Chega a ser irônico uma novela que tem a tecnologia de pano de fundo não alcançar o mesmo sucesso de uma outra trama que apenas usou um artifício para se conectar. No entanto, Cheias de Charme possuía algo que Geração Brasil não tem: uma trama que envolva o telespectador. Mesmo com aplicativo lançado (o Filma-e, onde as pessoas podem interagir com alguns casos da trama), a novela não chega nem perto do buzz que Cheias de Charme atingiu com um simples vídeo na internet.
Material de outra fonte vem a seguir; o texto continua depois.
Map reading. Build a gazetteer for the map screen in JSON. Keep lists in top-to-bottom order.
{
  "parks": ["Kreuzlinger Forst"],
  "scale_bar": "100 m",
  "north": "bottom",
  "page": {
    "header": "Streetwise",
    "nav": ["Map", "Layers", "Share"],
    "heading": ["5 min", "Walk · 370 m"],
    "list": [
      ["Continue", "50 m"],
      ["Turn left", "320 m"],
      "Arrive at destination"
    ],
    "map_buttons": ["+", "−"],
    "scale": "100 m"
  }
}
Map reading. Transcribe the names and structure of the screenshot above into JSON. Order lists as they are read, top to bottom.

Da simplicidade, talvez, brotam as melhores ideias. (Curiosamente, duas das três Empreguetes de Cheias de Charme estão na novela: Isabelle Drumond e Taís Araújo”).
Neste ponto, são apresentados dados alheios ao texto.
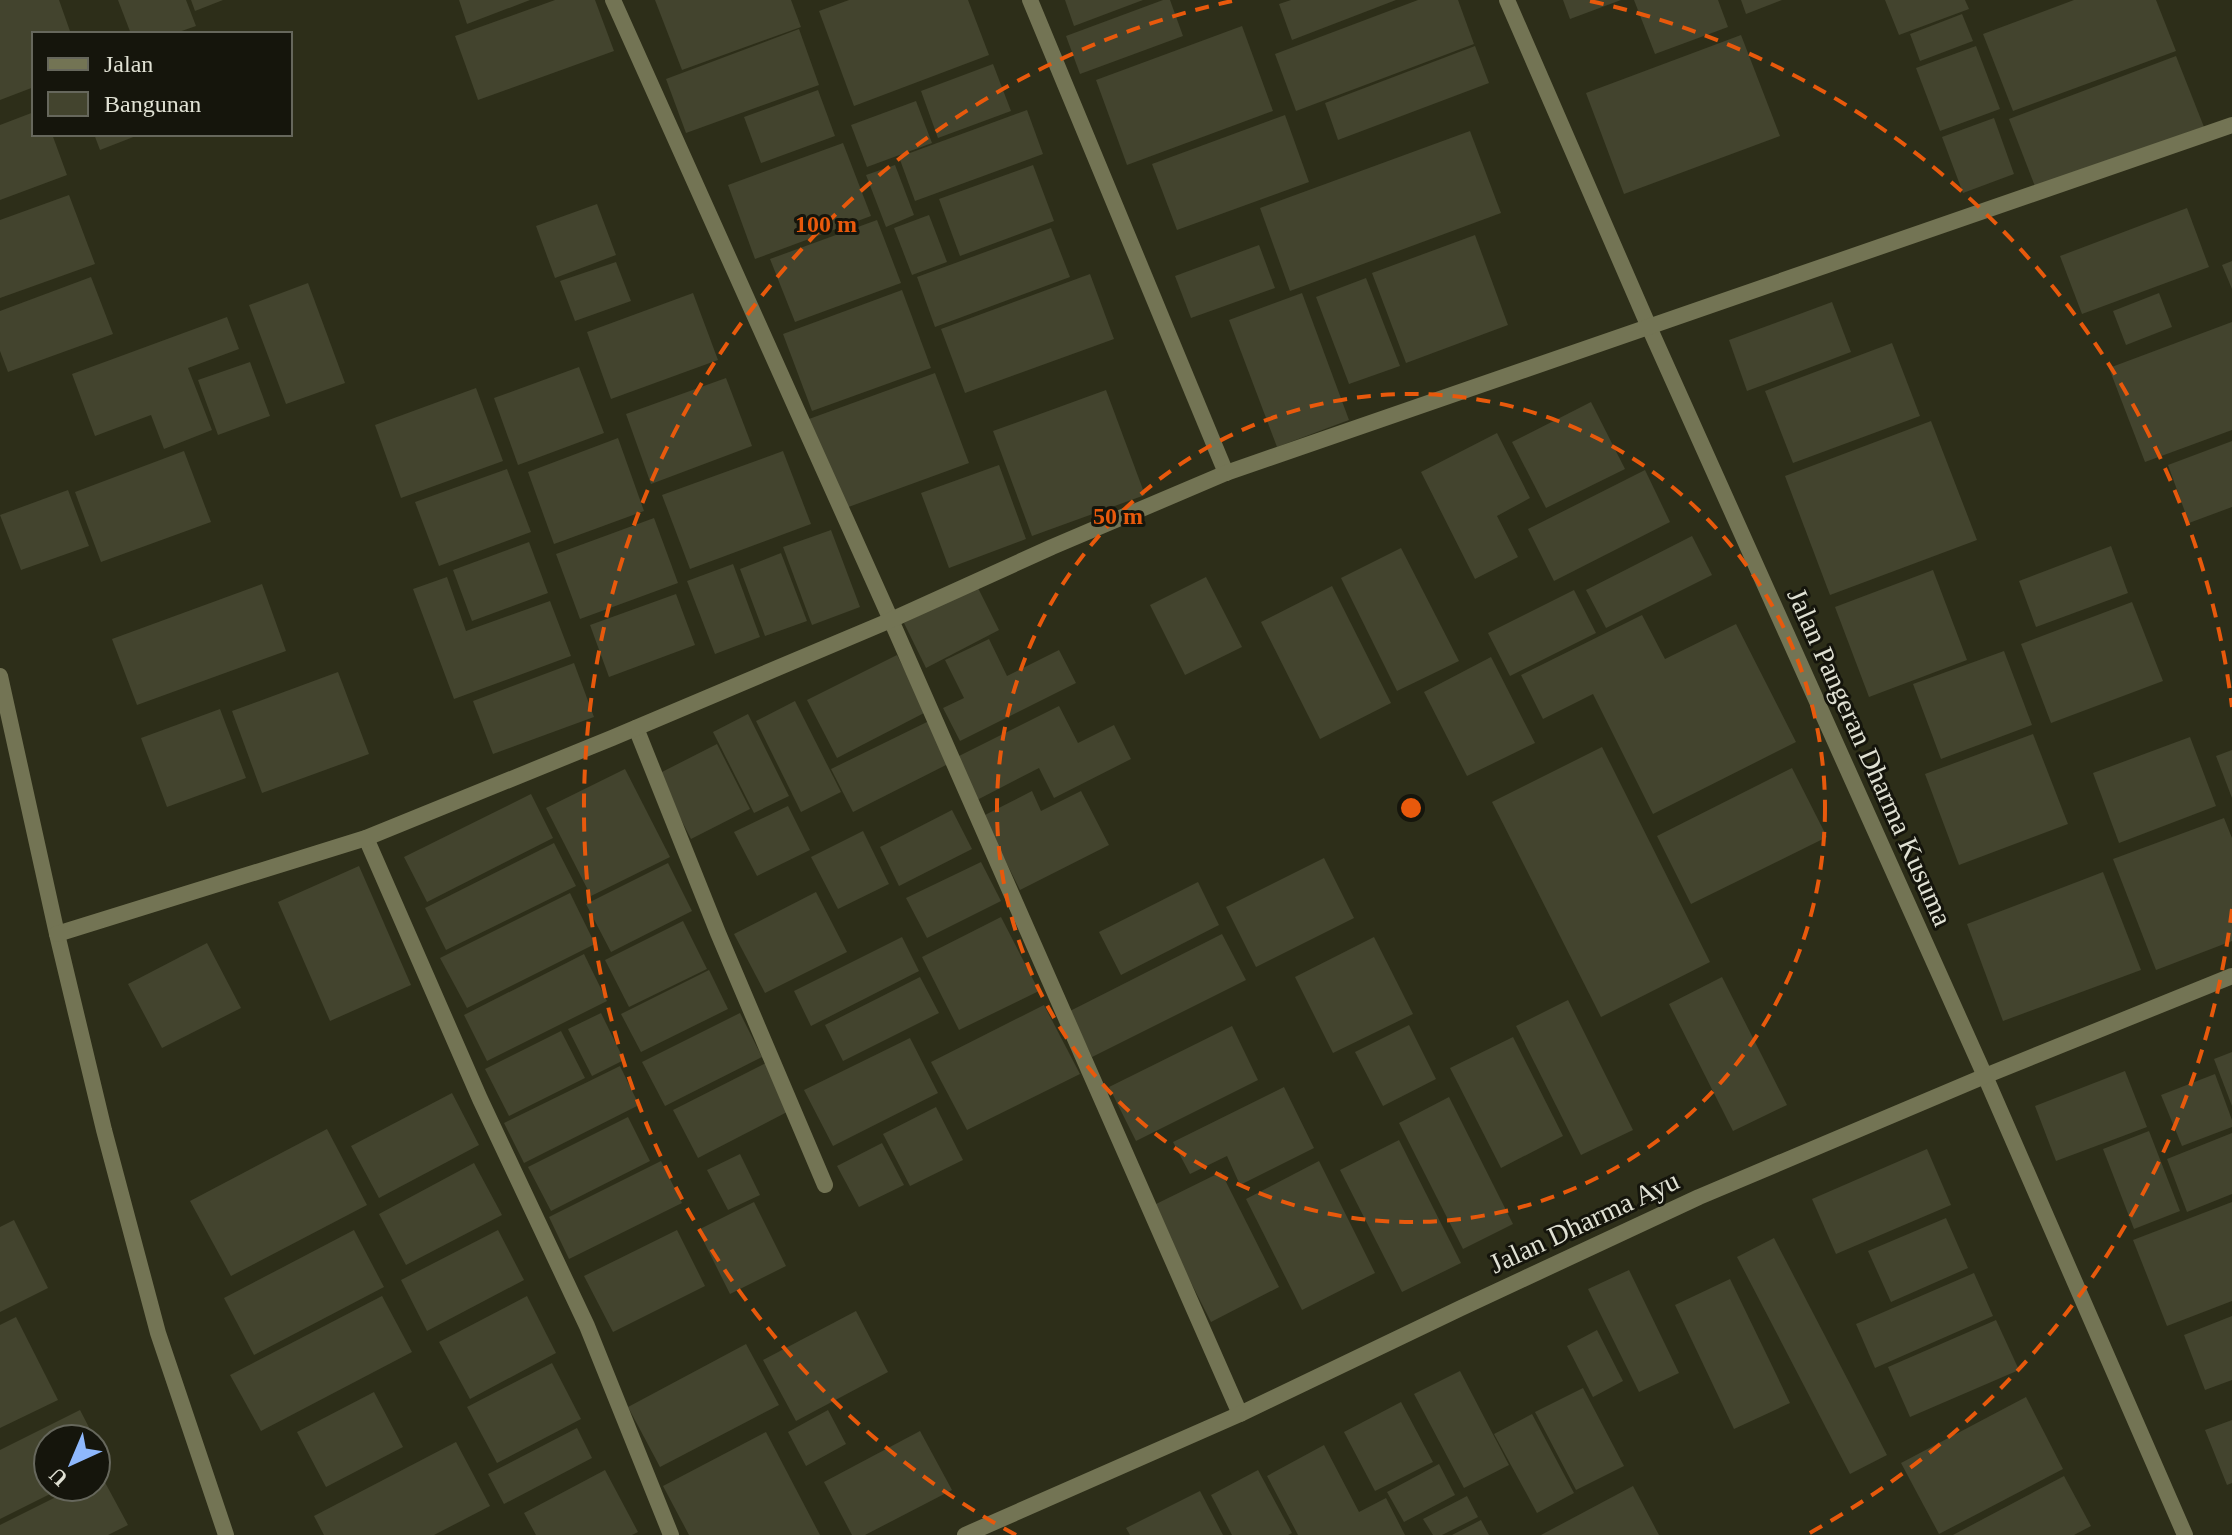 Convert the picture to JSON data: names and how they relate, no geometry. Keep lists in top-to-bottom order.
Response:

A despeito da falta de trama (ou da lentidão, ou da sutileza , ou da falta de vilões que movimentem a novela) que segue em Geração Brasil, a história tem tocado em assuntos pertinentes. A crítica televisiva — sempre às voltas para falar bem ou mal da TV — não captou o que pode ser um ponto positivo na novela.

Geração Brasil transita pelo mundo da tecnologia. Uns dizem que a novela acaba por ser uma extensão do trabalho, já que há o ambiente corporativo da Marra, empresa de Jonas (Murilo Benício). Vou além: a novela acaba por parecer um comercial sem fim — ainda mais quando há uma loja de varejo popular, o Varejão do Barata (Leandro Hassum). Como não lembrar das Casas Bahia, quando até as cores do Varejão são as mesmas, e da Apple ou do Android com a fictícia Marra e sua abelhinha robotizada?
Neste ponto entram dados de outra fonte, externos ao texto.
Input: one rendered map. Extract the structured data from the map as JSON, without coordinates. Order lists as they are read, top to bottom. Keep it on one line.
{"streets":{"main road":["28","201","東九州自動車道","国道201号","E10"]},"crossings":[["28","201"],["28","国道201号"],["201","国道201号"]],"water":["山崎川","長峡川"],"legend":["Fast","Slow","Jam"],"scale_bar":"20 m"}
Há um debate interessante a respeito de tecnologia aberta, defendida por Davi (Humberto Carrão) versus Marra Brasil, empresa que visa o lucro tal qual uma Apple ou qualquer outra gigante. Mas o debate acaba por parecer incompreensivo para um público que não quer saber como é feita a tecnologia e os bastidores dela (só quer consumir) e raso por quem entende do tema.

A sensação de “comercial eterno” fica mais evidente com a Parker TV. A emissora fictícia tem inserts na trama, com direito a logomarca no canto da tela, transformando a novela em um canal de TV. E é aí que Geração Brasil faz sua maior crítica. Os reality shows expõem uma cultura dessa geração, ávida por saber da vida dos outros e por competições.

Os realities Geração Brasil (sim, o mesmo nome da trama) e Geração Nem-Nem (de nem estuda, nem trabalha) foram os exibidos, além do show de celebridades com Shin Soo (Rodrigo Pandolfo). O exagero de Shin no trato com as “celebridades” Pamela Parker-Marra (Claudia Abreu), Dorothy Benson (Luís Miranda) e Brian Benson (Lázaro Ramos) é uma crítica ferrenha ao mundo tão fútil visto na maioria das celebridades em todo o planeta. Geração Nem-Nem, apesar de ser uma crítica sutil à forma apelativa que a TV trata da vida das pessoas, levantou um debate emocionante a respeito de racismo, através do personagem Matias (Danilo Ferreira). Negro, sofre por sua condição e não consegue se desenvolver nos estudos por causa de preconceito. Ponto para a novela.

A relação jornalística com suas fontes também é alvo de discussões. Verônica (Taís Araújo), jornalista dedicada, sofre a tensão de publicar ou não uma biografia de Jonas, com quem teve um caso. Sofre a pressão da chefe e fica na corda bamba, já que a chefe não tem pudores.

A única crítica que não deu certo é através do techguru Brian Benson. O personagem que antes prometia ser destaque, hoje parece uma bobagem. O guru — e seus seguidores, como Jonas, Pamela e Doroty — remete às celebridades adeptas da cientologia, seguida por Tom Cruise e John Travolta. Mas, de inicialmente bem humorada crítica, o “Mistério” de Benson simplesmente não funciona. Soa sem graça perto do Varejão do Barata ou das tresloucadas situações de Dorothy, defendida por um excelente Luís Miranda. Outra crítica que afundou foi a bad girl Megan (Isabelle Drummond). Com todo o esterotipo de uma Miley Cyrus ou Paris Hilton, Megan tinha a proposta de ser polêmica, mas afundou na chatice. De bad girl, tornou-se uma garotinha mimada.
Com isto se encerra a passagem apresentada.